-- EXERCISE DETAILS --
Look through the entries below and report how many lines hold the string "Peachtree". Only the number is wanted.

Dataset items:
--------

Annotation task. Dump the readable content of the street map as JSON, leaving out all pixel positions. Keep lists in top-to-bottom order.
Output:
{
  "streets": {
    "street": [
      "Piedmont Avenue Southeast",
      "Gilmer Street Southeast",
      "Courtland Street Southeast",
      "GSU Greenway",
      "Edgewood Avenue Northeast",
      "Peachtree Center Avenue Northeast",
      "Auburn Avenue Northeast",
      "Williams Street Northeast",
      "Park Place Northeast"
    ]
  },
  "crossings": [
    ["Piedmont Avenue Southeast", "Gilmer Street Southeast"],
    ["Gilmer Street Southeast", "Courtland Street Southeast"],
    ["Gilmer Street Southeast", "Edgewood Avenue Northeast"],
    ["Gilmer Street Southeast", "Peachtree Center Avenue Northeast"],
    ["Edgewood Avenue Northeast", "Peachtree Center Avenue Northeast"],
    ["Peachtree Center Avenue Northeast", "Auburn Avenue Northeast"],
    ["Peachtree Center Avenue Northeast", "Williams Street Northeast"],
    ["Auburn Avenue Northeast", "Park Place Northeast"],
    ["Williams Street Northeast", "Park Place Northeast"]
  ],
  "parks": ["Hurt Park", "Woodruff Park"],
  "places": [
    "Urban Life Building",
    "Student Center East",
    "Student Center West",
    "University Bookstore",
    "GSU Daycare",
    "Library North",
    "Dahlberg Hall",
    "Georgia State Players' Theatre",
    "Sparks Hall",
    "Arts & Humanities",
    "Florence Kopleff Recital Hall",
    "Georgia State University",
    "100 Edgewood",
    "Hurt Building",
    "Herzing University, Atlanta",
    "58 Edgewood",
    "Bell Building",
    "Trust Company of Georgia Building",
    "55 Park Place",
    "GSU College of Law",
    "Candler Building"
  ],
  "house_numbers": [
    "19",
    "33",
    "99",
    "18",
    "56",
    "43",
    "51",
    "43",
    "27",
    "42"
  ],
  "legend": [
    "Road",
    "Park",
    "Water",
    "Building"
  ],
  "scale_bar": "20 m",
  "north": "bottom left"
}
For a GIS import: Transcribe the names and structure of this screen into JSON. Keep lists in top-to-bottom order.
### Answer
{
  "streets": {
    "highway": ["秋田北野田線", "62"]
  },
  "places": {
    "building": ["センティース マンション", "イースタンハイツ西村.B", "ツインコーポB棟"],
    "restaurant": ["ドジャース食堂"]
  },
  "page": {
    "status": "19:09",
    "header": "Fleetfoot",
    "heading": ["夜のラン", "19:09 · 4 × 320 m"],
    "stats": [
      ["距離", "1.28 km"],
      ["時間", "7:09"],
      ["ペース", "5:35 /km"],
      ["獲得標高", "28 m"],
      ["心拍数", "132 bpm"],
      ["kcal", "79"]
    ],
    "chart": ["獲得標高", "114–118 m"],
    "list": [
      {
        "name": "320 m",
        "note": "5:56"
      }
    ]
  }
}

--------

-- SOLUTION TO THIS PROBLEM --
5